Leggevo di recente una frase precisa sul tempo che mi ha fatto pensare. Riflettere.

Eccola:

C’è tempo per tutto. Poi il tempo finisce. Usalo bene”.

Beh, forse un po’ perentorio l’avviso ma, tutti lo sanno, è così.

Quando siamo impegnati e concentrati in attività piacevoli, che esaltano e lasciano esprimere le nostre doti, il tempo non esiste: rapiti da quanto ci piace la mente smette di vagabondare e di rappresentare la realtà “a modo suo”. Quando siamo in presenza ossia vigili, attenti, presenti all’atto che stiamo compiendo siamo in pace; appagati. Ed è proprio in quel preciso momento che il “tempo non esiste”.

Fermare il tempo non si può (che esso esista o meno); cristallizzarlo in momenti unici, memorabili, caldi e profumati di vita si. Questo lo possiamo fare.

Allora penso che il tempo speso a maneggiare, gustare e apprezzare il cibo sia un modo per esorcizzare il timore dello scivolare lento, inesorabile del passare delle ore, dei mesi, degli anni.

Fra le tante correnti di pensiero che si occupano di cibo, di come reperirlo, prepararlo, gustarlo, nel rispetto dell’ambiente e della calma necessaria per apprezzarlo, c’è lo SLOW FOOD.

Slow Food è una grande associazione internazionale no profit impegnata a ridare il giusto valore al cibo, nel rispetto di chi produce, in armonia con ambiente ed ecosistemi, grazie ai saperi di cui sono custodi territori e tradizioni locali. Ogni giorno Slow Food lavora in 150 Paesi per promuovere un’alimentazione buona, pulita e giusta per tutti.

Quello che mi ha colpito di questa associazione sono i valori di riferimento, le azioni e il senso sui quali basano la loro missione: le comunità del cibo Slow Food operano in tutto il mondo affinché la produzione del cibo mantenga un rapporto armonico con l’ambiente oltre che affermare la dignità culturale e scientifica della gastronomia tradizionale.

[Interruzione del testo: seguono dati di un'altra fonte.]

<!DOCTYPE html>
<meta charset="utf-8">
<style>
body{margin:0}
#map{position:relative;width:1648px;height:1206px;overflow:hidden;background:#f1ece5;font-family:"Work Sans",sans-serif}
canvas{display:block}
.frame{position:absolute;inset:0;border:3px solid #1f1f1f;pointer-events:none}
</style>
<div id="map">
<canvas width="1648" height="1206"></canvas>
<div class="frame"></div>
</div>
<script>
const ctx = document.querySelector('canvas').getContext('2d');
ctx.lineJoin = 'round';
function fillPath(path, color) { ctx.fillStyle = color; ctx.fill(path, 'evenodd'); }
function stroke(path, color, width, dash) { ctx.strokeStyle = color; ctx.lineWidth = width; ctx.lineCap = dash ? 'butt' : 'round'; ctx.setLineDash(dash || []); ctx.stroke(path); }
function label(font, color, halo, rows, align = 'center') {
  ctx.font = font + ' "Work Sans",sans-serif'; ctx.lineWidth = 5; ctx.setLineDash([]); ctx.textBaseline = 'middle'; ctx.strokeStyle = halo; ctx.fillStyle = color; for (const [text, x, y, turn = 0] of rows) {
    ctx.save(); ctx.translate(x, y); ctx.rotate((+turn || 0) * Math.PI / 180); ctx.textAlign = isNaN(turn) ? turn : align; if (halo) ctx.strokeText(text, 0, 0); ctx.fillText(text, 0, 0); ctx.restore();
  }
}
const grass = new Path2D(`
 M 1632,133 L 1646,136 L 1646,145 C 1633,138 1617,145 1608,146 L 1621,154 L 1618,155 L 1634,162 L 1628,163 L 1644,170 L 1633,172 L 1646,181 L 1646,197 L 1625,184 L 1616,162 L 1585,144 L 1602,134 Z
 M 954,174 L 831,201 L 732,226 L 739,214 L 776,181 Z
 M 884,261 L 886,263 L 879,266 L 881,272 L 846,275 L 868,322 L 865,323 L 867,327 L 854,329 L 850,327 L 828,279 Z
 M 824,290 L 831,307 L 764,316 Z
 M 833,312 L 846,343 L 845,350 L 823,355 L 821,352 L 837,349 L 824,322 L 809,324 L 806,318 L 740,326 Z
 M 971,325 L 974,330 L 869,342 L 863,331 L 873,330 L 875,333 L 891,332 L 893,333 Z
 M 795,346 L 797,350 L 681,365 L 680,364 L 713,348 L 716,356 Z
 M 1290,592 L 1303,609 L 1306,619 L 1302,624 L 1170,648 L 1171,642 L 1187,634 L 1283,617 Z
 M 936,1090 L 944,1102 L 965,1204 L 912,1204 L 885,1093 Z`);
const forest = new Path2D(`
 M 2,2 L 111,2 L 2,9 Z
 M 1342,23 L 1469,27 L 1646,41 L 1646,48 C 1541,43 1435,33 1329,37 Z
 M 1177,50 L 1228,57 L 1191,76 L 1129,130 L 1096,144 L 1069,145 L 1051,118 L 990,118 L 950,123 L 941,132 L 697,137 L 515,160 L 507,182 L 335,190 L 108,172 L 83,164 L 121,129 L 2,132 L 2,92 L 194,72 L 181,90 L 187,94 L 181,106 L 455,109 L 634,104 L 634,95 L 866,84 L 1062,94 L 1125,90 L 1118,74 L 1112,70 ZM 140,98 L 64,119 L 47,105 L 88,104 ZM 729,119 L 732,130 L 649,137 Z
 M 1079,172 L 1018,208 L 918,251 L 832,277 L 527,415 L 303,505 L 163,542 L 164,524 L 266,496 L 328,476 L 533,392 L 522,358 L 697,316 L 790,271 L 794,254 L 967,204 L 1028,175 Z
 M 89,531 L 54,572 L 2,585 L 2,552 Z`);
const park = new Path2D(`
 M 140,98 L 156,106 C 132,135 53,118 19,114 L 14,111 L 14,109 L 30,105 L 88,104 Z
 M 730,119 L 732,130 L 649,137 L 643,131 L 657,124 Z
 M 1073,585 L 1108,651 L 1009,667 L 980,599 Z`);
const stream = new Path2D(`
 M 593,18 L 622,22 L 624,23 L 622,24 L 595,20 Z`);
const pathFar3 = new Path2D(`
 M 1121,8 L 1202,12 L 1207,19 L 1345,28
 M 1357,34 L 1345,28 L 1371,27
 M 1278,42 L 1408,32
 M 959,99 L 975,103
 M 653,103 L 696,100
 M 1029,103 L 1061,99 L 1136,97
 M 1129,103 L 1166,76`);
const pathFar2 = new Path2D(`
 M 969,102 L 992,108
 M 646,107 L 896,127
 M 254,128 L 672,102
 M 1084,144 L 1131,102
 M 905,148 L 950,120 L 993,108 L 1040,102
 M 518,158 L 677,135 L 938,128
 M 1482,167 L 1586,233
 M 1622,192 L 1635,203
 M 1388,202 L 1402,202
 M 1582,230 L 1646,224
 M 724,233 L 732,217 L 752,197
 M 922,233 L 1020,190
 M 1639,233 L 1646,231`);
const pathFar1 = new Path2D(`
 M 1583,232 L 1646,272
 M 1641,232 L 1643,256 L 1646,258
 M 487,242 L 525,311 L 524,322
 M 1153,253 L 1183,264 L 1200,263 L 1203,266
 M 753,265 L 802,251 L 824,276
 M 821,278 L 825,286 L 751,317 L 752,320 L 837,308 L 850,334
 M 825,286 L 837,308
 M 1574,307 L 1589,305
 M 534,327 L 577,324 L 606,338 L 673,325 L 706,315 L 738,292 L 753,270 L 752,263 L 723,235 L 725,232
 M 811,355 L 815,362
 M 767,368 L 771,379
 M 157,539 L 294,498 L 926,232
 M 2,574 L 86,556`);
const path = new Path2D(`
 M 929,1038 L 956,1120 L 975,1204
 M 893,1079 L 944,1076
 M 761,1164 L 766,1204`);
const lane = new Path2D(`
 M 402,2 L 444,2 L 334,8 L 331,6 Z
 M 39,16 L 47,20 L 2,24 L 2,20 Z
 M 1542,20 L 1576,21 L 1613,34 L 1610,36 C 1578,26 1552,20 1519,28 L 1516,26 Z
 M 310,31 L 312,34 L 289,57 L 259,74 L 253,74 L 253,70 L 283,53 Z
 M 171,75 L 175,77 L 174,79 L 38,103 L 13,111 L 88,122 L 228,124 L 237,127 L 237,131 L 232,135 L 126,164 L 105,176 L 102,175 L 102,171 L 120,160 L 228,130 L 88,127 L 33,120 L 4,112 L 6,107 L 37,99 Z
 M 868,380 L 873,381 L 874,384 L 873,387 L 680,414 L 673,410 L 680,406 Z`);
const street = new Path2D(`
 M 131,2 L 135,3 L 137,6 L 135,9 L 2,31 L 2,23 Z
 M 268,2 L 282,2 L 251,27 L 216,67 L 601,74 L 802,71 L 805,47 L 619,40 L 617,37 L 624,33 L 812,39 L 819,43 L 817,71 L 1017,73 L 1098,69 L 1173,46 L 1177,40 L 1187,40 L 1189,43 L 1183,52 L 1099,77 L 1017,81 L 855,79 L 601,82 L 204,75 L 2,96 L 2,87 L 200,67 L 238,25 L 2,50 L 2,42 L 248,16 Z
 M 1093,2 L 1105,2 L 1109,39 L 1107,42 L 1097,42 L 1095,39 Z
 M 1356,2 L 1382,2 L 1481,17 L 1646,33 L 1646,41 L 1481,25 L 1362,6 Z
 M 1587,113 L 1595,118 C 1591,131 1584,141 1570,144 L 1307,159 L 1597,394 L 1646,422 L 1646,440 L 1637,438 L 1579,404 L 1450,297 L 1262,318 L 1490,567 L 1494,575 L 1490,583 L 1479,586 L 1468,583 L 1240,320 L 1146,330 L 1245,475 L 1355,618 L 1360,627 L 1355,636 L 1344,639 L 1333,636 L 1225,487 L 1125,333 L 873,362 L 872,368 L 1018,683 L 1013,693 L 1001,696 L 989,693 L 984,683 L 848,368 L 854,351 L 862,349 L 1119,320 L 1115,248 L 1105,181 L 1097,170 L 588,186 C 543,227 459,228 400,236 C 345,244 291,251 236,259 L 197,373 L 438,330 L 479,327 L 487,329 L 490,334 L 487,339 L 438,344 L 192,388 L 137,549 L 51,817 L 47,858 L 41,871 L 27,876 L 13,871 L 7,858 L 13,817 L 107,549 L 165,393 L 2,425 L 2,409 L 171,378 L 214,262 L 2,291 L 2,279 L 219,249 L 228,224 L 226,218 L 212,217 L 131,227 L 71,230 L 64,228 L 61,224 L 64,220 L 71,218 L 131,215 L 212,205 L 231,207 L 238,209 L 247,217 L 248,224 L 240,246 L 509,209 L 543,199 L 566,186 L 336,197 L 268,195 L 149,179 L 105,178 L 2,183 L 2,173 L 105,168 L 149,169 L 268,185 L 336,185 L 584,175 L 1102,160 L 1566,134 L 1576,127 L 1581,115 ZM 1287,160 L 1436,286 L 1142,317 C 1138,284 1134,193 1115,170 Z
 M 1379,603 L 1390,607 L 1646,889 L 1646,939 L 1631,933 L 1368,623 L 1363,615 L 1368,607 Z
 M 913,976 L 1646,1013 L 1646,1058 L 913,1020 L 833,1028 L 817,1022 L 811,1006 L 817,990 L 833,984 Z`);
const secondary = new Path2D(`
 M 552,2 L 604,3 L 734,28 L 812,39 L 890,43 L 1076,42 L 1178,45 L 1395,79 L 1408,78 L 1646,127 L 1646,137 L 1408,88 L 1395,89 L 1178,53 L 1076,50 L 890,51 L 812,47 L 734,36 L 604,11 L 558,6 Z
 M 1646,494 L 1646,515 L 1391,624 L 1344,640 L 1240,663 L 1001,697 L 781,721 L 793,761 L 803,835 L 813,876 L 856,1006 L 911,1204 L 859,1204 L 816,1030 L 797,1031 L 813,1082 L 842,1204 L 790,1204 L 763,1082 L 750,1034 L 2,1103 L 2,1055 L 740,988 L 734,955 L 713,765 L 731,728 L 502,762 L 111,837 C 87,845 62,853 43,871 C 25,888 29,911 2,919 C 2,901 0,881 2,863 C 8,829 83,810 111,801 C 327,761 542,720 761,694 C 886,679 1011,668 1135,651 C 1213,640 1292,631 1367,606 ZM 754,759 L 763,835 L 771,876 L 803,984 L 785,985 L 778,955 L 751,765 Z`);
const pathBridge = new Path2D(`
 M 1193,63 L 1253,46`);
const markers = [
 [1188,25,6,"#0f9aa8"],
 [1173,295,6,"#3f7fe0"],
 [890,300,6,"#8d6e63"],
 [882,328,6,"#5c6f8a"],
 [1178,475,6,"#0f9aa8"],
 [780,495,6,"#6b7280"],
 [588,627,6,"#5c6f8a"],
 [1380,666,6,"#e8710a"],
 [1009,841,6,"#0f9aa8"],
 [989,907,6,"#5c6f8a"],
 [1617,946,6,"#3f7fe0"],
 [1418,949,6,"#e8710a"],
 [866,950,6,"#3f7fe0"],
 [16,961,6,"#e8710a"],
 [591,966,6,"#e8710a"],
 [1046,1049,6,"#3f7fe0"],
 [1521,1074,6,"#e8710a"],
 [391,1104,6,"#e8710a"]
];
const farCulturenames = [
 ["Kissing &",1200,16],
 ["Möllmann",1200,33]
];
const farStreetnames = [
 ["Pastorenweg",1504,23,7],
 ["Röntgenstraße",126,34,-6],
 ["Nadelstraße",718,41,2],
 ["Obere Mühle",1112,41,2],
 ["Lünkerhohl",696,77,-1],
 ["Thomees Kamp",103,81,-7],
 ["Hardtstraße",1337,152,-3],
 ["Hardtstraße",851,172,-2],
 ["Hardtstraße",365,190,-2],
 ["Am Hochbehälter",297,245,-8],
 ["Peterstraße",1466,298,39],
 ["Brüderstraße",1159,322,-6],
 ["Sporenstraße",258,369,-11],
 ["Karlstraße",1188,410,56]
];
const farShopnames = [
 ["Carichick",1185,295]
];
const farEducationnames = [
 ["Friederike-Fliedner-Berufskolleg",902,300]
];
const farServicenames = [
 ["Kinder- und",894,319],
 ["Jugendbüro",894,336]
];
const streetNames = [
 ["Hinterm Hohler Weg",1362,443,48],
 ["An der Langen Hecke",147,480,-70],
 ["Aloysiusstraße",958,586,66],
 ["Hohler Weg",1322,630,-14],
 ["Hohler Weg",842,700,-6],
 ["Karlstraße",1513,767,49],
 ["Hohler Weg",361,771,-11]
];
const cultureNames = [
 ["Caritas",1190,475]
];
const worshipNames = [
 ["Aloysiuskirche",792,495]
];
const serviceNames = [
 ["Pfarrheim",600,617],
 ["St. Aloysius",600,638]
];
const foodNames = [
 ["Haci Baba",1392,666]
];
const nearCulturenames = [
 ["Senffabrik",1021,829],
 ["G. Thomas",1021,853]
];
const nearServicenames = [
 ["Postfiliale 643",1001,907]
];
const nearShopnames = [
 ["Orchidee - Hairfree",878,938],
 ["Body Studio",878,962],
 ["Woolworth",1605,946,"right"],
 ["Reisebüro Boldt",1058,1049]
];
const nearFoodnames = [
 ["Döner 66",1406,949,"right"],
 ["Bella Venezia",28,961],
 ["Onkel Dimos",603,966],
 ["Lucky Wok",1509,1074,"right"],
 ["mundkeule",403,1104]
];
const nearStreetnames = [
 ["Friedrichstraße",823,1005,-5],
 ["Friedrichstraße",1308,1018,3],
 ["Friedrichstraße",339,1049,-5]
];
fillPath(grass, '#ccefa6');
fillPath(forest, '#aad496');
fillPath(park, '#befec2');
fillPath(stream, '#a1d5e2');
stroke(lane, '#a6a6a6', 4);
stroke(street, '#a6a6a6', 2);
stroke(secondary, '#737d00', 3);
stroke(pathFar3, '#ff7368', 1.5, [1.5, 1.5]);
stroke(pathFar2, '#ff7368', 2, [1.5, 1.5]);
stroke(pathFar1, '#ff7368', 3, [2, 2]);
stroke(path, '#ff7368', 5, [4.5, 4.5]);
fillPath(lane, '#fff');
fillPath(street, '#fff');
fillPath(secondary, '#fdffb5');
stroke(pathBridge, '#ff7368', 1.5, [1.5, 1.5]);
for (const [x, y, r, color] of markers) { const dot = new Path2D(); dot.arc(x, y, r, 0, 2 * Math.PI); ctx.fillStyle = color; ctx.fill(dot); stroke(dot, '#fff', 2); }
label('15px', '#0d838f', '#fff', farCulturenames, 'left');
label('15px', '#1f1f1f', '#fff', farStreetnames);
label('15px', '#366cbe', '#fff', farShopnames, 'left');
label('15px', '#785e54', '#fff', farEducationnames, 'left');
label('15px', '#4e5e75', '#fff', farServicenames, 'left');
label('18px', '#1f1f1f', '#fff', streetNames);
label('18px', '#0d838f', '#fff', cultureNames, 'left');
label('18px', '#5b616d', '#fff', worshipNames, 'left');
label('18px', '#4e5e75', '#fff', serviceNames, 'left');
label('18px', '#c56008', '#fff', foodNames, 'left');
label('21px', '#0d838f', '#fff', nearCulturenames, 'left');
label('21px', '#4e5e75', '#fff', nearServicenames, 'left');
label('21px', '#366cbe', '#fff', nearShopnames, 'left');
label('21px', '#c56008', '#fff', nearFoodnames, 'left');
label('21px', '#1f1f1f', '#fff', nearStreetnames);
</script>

Difendere il cibo vero, valorizzare la cultura culinaria, promuovere il diritto al piacere per tutti, favorire la biodiversità e un’agricoltura equa e sostenibile oltre che educare al buon mangiare, al gusto è davvero onorevole. Nel nostro piccolo e con i nostri mezzi, dovremmo farlo un po’ tutti.

Il mio invito, ora, è porre la vostra attenzione sul concetto che ha creato l’intero castello dello Slow Food.

Il termine slow, in inglese, significa lento. La lentezza, di questi tempi, nella cultura occidentale ha un’accezione negativa. Spesso rimanda a qualcosa di noioso, inoperoso, irritante.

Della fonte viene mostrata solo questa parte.